The first of such occurs on the 27th of May, and is the anniversary of the 1967 referendum. This referendum was one very few in this country to be successful, and voters took to the ballots to overwhelming agree that Aboriginal people be counted in the census, thus granting citizenship rights. It also included the power to make laws pertaining to Aboriginal people at the federal level – correcting an exclusion that had previously allowed only the states to do so.

The second date is the anniversary of the handing down of the Mabo 2 ruling in the High Court in 1992. This date is incredibly important because, through his case to have his ancestral lands recognised as being his, the long-held legal fiction of terra nullius was quashed. This paved the way for native title legislation and for truth-telling with regards to accepted fictions around how Australia was colonised. On this front, the fight for land rights continues.

Immediately proceeding Reconciliation Week each year is Sorry Day, held on the 26/5. This date marks the handing down of the Bringing them Home report in parliament in 1997, into the stolen generations. This report included a number of recommendations for healing, reparations and compensation, and whilst the Rudd government issued an official Apology in 2008, the majority of these recommendations remain unfulfilled.

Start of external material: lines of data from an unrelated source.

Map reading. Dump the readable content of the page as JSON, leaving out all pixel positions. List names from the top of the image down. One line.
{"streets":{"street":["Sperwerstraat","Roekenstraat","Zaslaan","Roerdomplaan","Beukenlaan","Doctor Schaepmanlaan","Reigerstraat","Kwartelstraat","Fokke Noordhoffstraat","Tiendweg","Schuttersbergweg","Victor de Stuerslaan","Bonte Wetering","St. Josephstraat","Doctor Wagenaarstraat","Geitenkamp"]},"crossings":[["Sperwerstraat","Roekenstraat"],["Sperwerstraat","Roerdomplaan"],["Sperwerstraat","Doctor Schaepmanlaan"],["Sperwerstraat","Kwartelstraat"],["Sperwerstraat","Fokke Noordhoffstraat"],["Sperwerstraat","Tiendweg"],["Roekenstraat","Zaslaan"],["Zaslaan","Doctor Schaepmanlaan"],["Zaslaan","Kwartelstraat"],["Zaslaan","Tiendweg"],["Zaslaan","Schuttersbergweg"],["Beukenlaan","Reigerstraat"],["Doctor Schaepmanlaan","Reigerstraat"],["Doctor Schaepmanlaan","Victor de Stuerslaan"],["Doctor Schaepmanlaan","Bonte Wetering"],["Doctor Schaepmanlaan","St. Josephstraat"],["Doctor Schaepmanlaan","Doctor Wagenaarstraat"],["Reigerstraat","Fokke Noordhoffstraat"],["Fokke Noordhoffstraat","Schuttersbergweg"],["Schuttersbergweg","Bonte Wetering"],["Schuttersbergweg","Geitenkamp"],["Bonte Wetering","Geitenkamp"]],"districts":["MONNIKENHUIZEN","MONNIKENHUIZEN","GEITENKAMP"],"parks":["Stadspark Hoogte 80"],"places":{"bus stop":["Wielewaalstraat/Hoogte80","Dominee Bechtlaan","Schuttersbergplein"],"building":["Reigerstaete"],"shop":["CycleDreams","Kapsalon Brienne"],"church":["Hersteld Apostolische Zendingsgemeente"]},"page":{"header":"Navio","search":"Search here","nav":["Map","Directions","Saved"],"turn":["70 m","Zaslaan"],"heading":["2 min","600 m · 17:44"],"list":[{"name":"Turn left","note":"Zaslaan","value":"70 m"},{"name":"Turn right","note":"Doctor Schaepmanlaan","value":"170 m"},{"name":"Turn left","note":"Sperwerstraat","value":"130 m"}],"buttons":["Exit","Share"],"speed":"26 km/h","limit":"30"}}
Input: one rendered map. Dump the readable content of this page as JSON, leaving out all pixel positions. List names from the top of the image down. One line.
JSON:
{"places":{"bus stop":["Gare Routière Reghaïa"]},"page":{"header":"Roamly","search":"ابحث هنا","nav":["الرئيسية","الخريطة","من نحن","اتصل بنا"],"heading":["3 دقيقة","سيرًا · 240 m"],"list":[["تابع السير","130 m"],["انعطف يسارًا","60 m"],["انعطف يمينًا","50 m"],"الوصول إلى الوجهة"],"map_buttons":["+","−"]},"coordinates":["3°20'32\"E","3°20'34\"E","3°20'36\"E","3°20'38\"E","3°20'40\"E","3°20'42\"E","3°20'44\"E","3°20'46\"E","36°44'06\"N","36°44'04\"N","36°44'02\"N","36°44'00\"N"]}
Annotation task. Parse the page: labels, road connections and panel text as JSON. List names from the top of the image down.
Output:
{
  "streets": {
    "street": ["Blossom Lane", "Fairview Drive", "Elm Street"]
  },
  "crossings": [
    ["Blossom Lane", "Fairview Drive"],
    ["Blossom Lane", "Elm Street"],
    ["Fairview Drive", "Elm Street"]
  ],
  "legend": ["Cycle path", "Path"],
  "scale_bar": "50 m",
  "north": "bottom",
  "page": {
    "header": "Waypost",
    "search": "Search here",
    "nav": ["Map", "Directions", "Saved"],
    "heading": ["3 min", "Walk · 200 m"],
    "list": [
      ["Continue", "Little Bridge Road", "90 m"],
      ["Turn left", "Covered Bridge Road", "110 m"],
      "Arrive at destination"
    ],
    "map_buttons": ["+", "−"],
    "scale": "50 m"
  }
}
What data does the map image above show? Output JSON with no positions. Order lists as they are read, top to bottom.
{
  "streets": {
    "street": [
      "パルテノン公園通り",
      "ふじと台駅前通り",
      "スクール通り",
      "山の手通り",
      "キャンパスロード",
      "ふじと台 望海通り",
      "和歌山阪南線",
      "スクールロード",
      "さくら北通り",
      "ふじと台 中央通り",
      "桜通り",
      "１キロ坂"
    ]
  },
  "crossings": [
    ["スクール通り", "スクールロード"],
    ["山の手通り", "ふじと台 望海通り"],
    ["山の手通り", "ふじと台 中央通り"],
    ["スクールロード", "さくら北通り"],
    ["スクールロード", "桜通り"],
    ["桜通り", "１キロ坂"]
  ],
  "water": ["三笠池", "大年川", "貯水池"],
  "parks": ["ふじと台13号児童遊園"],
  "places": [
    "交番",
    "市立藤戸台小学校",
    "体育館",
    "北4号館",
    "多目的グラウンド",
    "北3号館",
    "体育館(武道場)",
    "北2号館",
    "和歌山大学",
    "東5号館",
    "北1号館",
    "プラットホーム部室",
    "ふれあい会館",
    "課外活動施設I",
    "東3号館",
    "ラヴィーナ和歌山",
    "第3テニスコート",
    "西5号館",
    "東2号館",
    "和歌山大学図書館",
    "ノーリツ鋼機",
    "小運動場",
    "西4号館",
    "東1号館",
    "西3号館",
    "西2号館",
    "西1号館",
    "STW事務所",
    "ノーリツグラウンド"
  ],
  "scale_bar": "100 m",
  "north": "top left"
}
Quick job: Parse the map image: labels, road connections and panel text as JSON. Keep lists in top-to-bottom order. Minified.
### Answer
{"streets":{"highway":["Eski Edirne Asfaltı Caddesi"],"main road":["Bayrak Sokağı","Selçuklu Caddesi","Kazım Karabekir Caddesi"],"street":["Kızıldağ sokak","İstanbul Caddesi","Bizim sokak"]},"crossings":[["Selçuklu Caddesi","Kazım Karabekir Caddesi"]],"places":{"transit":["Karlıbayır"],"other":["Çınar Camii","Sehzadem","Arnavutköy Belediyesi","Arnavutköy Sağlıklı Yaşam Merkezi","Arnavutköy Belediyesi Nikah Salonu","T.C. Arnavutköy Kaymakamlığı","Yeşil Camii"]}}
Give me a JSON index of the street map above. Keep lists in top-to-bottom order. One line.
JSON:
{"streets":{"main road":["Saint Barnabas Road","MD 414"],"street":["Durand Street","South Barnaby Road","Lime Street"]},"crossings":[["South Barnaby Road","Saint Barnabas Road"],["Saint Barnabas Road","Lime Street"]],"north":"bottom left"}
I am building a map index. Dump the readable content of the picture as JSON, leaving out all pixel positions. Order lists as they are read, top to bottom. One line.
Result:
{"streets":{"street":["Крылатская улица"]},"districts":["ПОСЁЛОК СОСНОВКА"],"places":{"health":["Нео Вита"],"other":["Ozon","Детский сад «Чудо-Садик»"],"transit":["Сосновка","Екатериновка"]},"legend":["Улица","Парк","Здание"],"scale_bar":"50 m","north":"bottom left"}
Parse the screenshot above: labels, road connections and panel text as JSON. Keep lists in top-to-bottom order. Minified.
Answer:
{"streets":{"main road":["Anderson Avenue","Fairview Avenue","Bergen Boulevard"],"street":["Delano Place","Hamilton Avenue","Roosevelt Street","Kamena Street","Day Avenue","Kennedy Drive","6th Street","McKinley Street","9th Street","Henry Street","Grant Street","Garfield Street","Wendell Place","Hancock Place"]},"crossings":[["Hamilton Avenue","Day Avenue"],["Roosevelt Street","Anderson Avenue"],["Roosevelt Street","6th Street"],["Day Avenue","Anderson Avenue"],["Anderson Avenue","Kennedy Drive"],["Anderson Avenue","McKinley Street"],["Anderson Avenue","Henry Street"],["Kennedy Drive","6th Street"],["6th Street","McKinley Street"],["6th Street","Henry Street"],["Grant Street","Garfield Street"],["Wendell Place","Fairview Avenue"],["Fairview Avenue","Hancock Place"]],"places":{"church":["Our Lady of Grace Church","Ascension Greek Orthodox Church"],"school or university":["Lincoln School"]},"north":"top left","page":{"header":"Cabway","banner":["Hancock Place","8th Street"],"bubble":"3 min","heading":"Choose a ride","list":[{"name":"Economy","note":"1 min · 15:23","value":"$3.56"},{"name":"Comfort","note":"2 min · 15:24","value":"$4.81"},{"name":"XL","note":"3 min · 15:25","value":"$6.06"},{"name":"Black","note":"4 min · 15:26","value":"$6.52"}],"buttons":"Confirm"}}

The NTEU would like to acknowledge Reconciliation Week, and the ongoing struggle Aboriginal and Torres Strait Islander people face in this country for justice. Further information is available via the Reconciliation Australia website: https://www.reconciliation.org.au/our-work/national-reconciliation-week/

NRW2023 theme: Be a Voice for Generations

The theme for National Reconciliation Week, Be a Voice for Generations, encourages all Australians to be a voice for reconciliation in tangible ways in our everyday lives – where we live, work and ...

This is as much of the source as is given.